This is what enables InterServiceTransport, HttpTransport, and MessagingTransport to automatically include tenant and x-app-token headers without receiving them as constructor arguments.

If called outside a request handler, getRequestContext() throws a descriptive error.

Logging

TypeRoad uses pino via the PinoLogger class implementing the OnRoadLogger interface.

import { PinoLogger } from "@onroad/core/logging"

const app = new OnRoadExpress({
  logger: new PinoLogger({ level: "debug" }),
})

// Anywhere:
app.logger.info("Server started", { port: 3001 })
app.logger.warn("Slow query", { duration: 2500 })
app.logger.error("Connection failed", { host: "db" })

OnRoadLogger Interface

interface OnRoadLogger {
  info(message: string, meta?: Record<string, unknown>): void
  warn(message: string, meta?: Record<string, unknown>): void
  error(message: string, meta?: Record<string, unknown>): void
  debug(message: string, meta?: Record<string, unknown>): void
  child(bindings: Record<string, unknown>): OnRoadLogger
}

Swap PinoLogger for any custom implementation of OnRoadLogger.

Plugins

Plugins extend OnRoadExpress capabilities.

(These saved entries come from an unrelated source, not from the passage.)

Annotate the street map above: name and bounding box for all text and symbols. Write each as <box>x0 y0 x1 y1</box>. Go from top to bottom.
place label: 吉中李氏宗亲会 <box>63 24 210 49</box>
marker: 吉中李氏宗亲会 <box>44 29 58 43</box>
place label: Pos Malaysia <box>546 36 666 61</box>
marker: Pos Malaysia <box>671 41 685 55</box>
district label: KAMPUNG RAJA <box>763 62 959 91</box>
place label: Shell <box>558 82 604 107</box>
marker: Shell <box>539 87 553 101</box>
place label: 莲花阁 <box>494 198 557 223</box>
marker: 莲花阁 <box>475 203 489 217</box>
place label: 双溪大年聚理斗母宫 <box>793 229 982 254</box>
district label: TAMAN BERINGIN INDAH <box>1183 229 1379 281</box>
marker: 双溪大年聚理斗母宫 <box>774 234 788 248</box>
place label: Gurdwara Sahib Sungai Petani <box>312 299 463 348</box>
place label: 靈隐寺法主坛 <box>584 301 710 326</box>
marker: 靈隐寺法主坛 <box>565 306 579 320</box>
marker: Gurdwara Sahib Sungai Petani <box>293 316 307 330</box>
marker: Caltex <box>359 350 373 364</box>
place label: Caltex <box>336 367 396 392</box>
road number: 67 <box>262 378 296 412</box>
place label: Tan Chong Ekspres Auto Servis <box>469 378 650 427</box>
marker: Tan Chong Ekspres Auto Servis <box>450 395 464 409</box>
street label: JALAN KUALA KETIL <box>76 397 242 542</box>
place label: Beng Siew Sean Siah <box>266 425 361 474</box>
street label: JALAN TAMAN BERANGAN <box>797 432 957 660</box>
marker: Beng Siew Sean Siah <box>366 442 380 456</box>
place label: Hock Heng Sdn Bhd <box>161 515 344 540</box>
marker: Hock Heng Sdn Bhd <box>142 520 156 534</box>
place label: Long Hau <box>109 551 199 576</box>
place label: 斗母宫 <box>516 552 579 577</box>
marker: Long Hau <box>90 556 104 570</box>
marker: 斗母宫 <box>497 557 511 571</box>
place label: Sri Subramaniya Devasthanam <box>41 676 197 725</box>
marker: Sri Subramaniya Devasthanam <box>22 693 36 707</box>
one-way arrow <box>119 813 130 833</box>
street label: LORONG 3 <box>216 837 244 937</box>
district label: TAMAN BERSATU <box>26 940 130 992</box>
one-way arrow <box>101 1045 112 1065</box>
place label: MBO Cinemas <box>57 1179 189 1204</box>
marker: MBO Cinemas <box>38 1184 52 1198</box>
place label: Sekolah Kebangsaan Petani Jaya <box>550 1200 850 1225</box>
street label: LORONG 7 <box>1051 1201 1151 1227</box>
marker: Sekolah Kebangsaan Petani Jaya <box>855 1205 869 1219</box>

A plugin receives the full app reference during installation.

import type { OnRoadPlugin } from "@onroad/core"

class MetricsPlugin implements OnRoadPlugin {
  name = "metrics"

  async install(app: { app: Express; eventBus: RequestEventBus }): Promise<void> {
    app.eventBus.on("afterCommit", (payload) => {
      // Track metrics...
    })
  }
}

await app.use(new MetricsPlugin())

@onroad/plugin-notification

The notification plugin is a separate package: @onroad/plugin-notification.

import { NotificationPlugin } from "@onroad/plugin-notification"

await app.use(new NotificationPlugin({
  apiUrl: process.env.NOTIFICATION_API_URL!,
  timeout: 5000,
}))

It listens to afterCommit events and sends notification payloads to the notification API using native fetch with Promise.allSettled for resilience.

Storage

Abstract StorageProvider for file/attachment operations (e.g., GCS, S3):

import { StorageProvider } from "@onroad/core/storage"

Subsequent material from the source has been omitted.